I just want to note multiple things regarding that.

I very much agree that this data is extremely valuable, and losing it would be a terrible blow for research communities and even understanding our own ecosystems.

That’s why I believe, no matter what happens: new store paths should be shipped to something that does not cost egress fees if possible, more on that later.

Onto the next thing:

The $32K migration fee, is, I assume, the egress thingie that AWS charge everyone for trying to quit their platform.

Multiple things to unpack:

(1) Have we reached out to AWS regarding this matter while pleading our case as a non-trivial open source project (which they benefited from, I’m certain, indirectly)?
(2) Have we reached out to a financial cloud experts such as https://www.duckbillgroup.com/ which are very active on social medias and I usually believe nice to open source projects for help?

(3) Egress fees are a known tactic to vendor lock-in people into a platform:


AWS are a very well-known offender on that.
Thankfully, R2 Object Storage has ZERO egress fee for now.
I think this situation is highly changing with respect to regulations:
https://twitter.com/platombe/status/1656634228979781633 (French tweet on a law attacking the egress fees situation from the cloud providers by the French government).
Sécuriser et réguler l'espace numérique (art. 7. §. 6)

« III. – Il est interdit à tout fournisseur de services d’informatique en nuage de facturer, dans le cadre des contrats qu’il conclut avec une personne exerçant des activités de production, de distribution ou de services, des frais au titre du transfert de données vers les infrastructures de cette personne ou vers celles mises à disposition, directement ou indirectement, par un autre fournisseur, à l’exception des frais de migration liés au changement de fournisseur.

“III. – It is prohibited for any provider of cloud computing services to charge, within the framework of the contracts it concludes with a person carrying out production, distribution or service activities, fees for the transfer of data to infrastructure of this person or to those made available, directly or indirectly, by another supplier, with the exception of migration costs related to the change of supplier.
— Google Translate, 2023

I believe that this could apply enough pressure so that AWS could yield this stupid amount of fees in our special case, at least, this would be a gesture of goodwill given the thin ice they are on.

– Of course, nothing is magic, and it could be as well that all those attempts would fail.

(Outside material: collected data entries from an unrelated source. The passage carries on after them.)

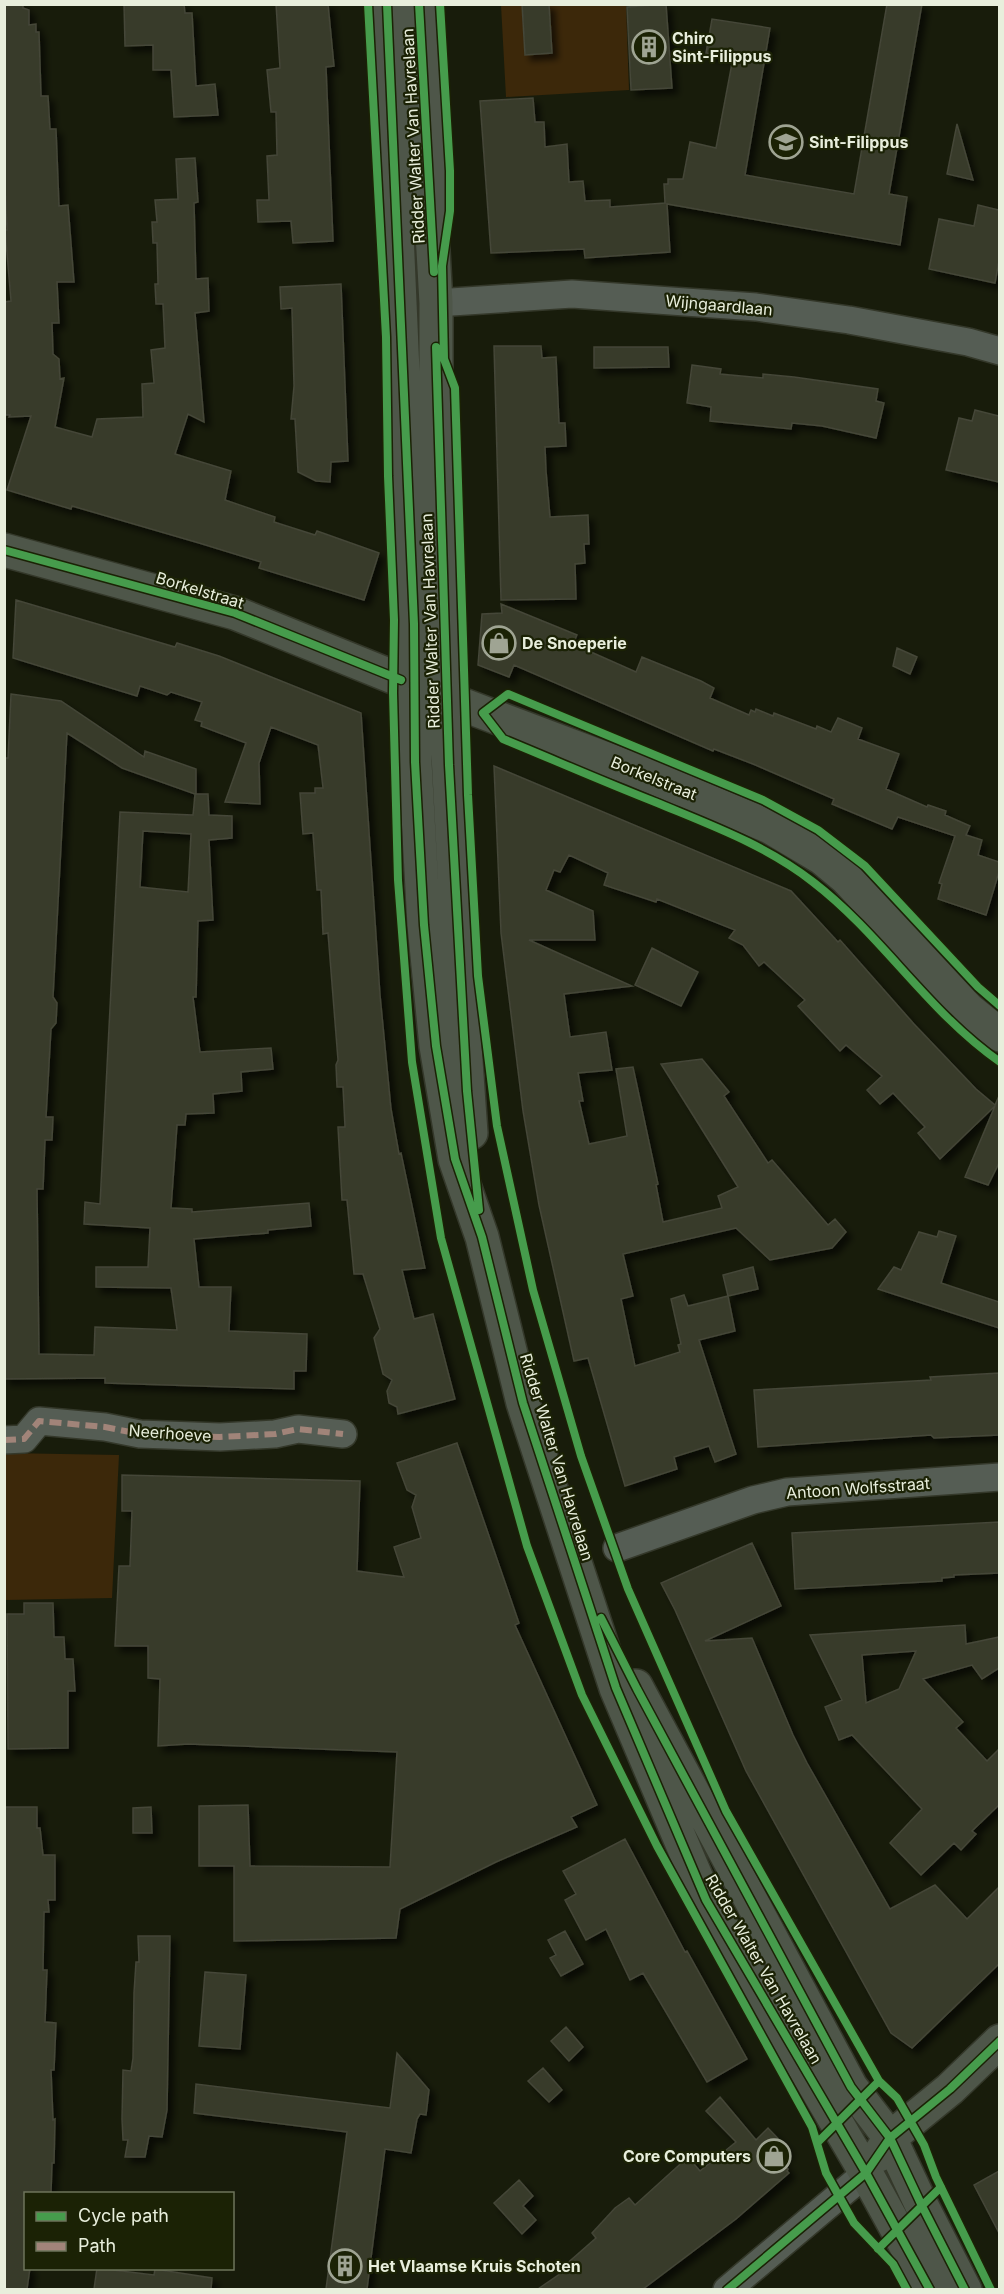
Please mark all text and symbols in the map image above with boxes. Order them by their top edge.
street label: Ridder Walter Van Havrelaan [397,28,429,244]
place label: Chiro Sint-Filippus [672,28,771,66]
building icon: Chiro Sint-Filippus [631,29,667,65]
school or university icon: Sint-Filippus [768,124,804,160]
place label: Sint-Filippus [809,132,908,152]
street label: Wijngaardlaan [665,290,773,320]
street label: Ridder Walter Van Havrelaan [416,513,444,729]
street label: Borkelstraat [154,567,246,613]
shop icon: De Snoeperie [481,625,517,661]
place label: De Snoeperie [522,633,627,653]
street label: Borkelstraat [608,752,700,804]
street label: Ridder Walter Van Havrelaan [516,1351,598,1563]
street label: Neerhoeve [128,1420,212,1446]
street label: Antoon Wolfsstraat [785,1473,931,1503]
street label: Ridder Walter Van Havrelaan [701,1871,827,2067]
shop icon: Core Computers [756,2138,792,2174]
place label: Core Computers [623,2146,751,2166]
legend [24,2192,234,2270]
text: Cycle path [78,2205,169,2226]
text: Path [78,2235,116,2256]
building icon: Het Vlaamse Kruis Schoten [327,2248,363,2284]
place label: Het Vlaamse Kruis Schoten [368,2256,581,2276]

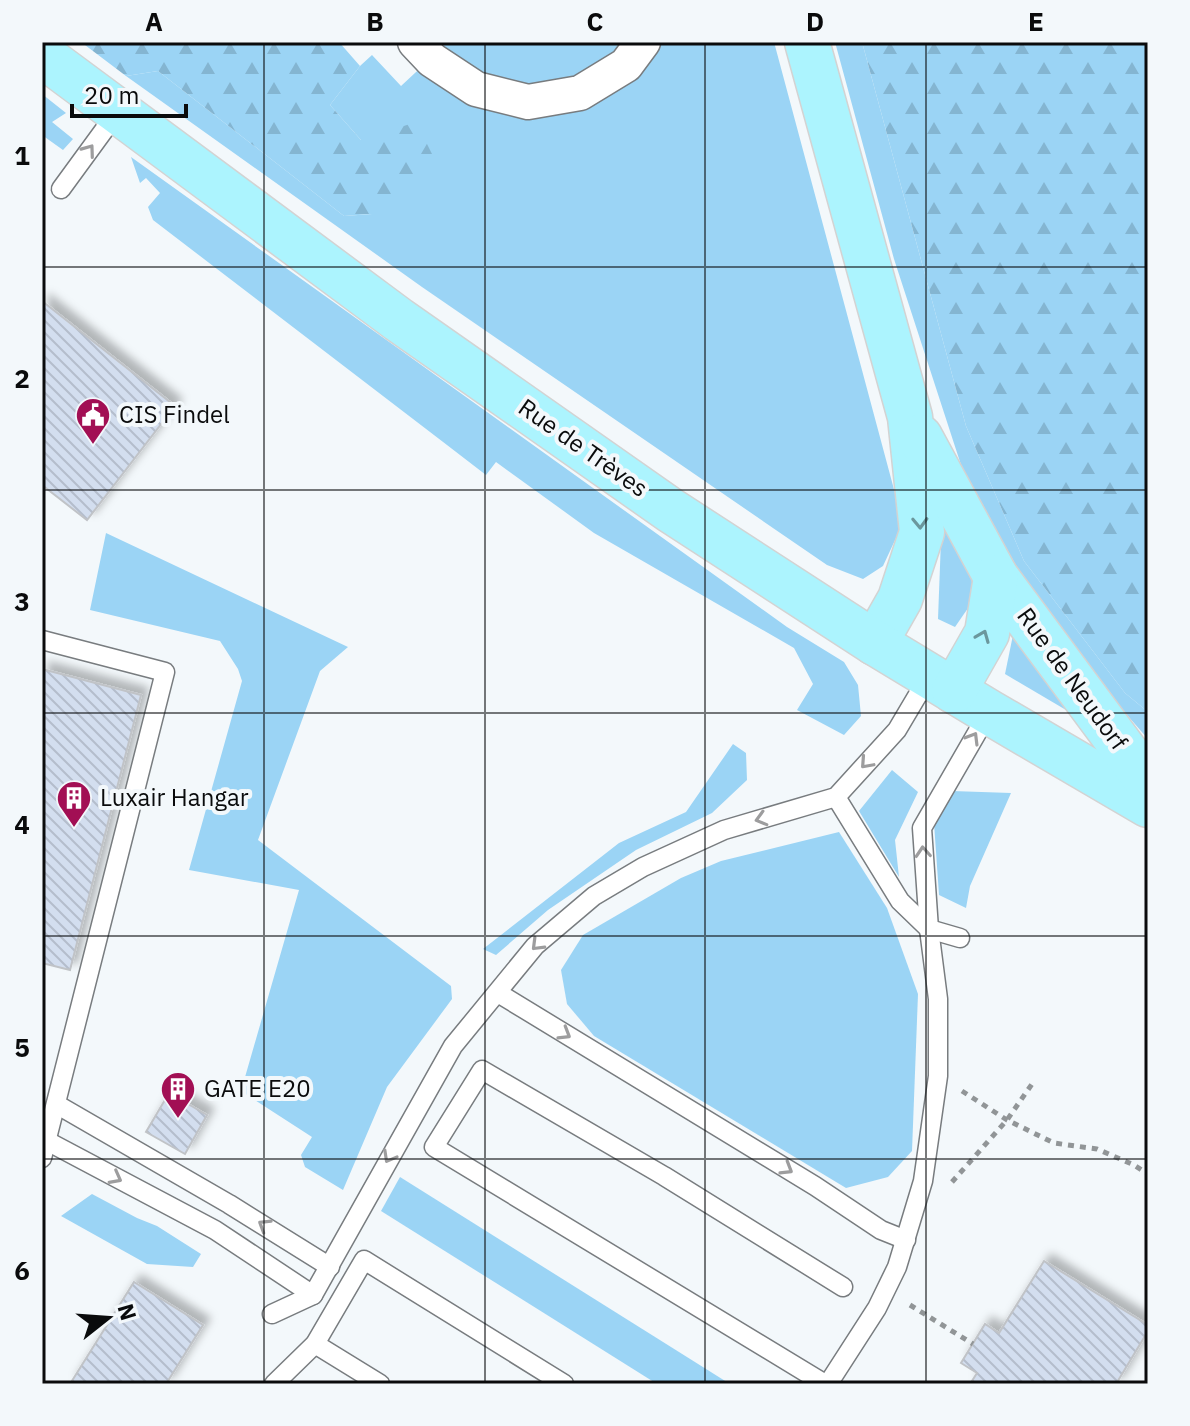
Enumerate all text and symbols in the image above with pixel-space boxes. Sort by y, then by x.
text: A [145,4,163,38]
text: B [366,4,384,38]
text: C [587,4,604,38]
text: D [806,4,824,38]
text: E [1028,4,1044,38]
scale bar [72,68,186,118]
text: 20 m [84,79,139,111]
text: 1 [14,138,30,172]
one-way arrow [80,144,94,159]
text: 2 [14,361,30,395]
street label: Rue de Trèves [512,391,655,504]
public building icon: CIS Findel [74,396,112,446]
place label: CIS Findel [119,398,230,430]
one-way arrow [912,517,929,529]
text: 3 [14,584,30,618]
street label: Rue de Neudorf [1010,601,1135,756]
one-way arrow [973,630,990,644]
one-way arrow [963,732,978,747]
one-way arrow [862,754,876,769]
building icon: Luxair Hangar [55,779,93,829]
place label: Luxair Hangar [100,781,249,813]
text: 4 [14,807,30,841]
one-way arrow [755,810,769,826]
one-way arrow [915,845,932,858]
one-way arrow [532,936,547,950]
one-way arrow [556,1024,570,1039]
text: 5 [14,1030,30,1064]
building icon: GATE E20 [159,1070,197,1120]
place label: GATE E20 [204,1072,311,1104]
one-way arrow [383,1149,399,1163]
one-way arrow [778,1159,793,1175]
one-way arrow [107,1168,122,1183]
one-way arrow [258,1220,273,1235]
text: 6 [14,1253,30,1287]
north arrow [68,1278,148,1358]
text: N [111,1300,144,1324]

I just want to make sure that we attempt everything and that our failed attempts will also serve as examples for further leveling the playing field for those migrations, which we are definitely not the only ones to do.


On long-term solutions

The breakdown shows:

  • 107 TiB in standard storage
  • 318 TiB in infrequent access storage

for a total of 425 TiB.

Current technology gives us at reasonable prices: 30.72TB SSD (e.g. PM1643a) and 22TB HDD.

Assuming we store 150TB of “hot storage” with a fast medium (SSD): 10 professional disks of 15.36TB. (no redundancy is assumed here.) for a cost of ~11K EUR.

Assuming we store 500TB of “cold storage” with a slow medium (HDD): 23 professional disks of 22TB. (no redundancy is assumed here.) for a cost of ~13.8K EUR.

What did we miss in this small computation?

  • Geodistribution? We don’t seem to care because we have (for now?) Fastly in front of it which will geodistribute the cache across the world? (Also, we have the back’n’forth situation latency between the US and EU for some current servers of the infrastructure.)
  • Internet? I can speak for France easily and having 100Gbps or even 400Gbps and being plugged directly in the adequate IXP is not really complicated, I can even email get a proper quote on what it would cost. Last time I checked, having something like 10Gbps commit (it means that you get 95th percentile 10Gbps guaranteed) was around 1-2K EUR per month.
  • Disk replacement? Yes! I didn’t conduct the long term analysis and I wanted to post this early. This should be computed and included in the price by using Backblaze B2 statistics for example (Hard Drive Test Data).
  • Human cost? Yes! This all relies on under the assumption we will have enough persons to handle such a thing and operate it correctly. Is this a fair assumption? Let’s see below.
  • Durability? Yes! Amazon S3 provides an insane durability metric, which is cool and neat: though, do we need it? (99.999999999% of durability FWIW, yes, it has this much 9s. But only 99.99% availability) — though, we can push our metric further by piling up on redundancy and multiple tiered solutions as we wish.
  • You say it: I could have forgotten something in this. :slight_smile:

This small exercise is important IMHO to decide properly for the next solution following the rule “never let a good crisis go to waste”.

NixOS’s cache has specific properties that are not shared by all users of Amazon S3 and we don’t need to stay captive in a cloud ecosystem if we don’t need to.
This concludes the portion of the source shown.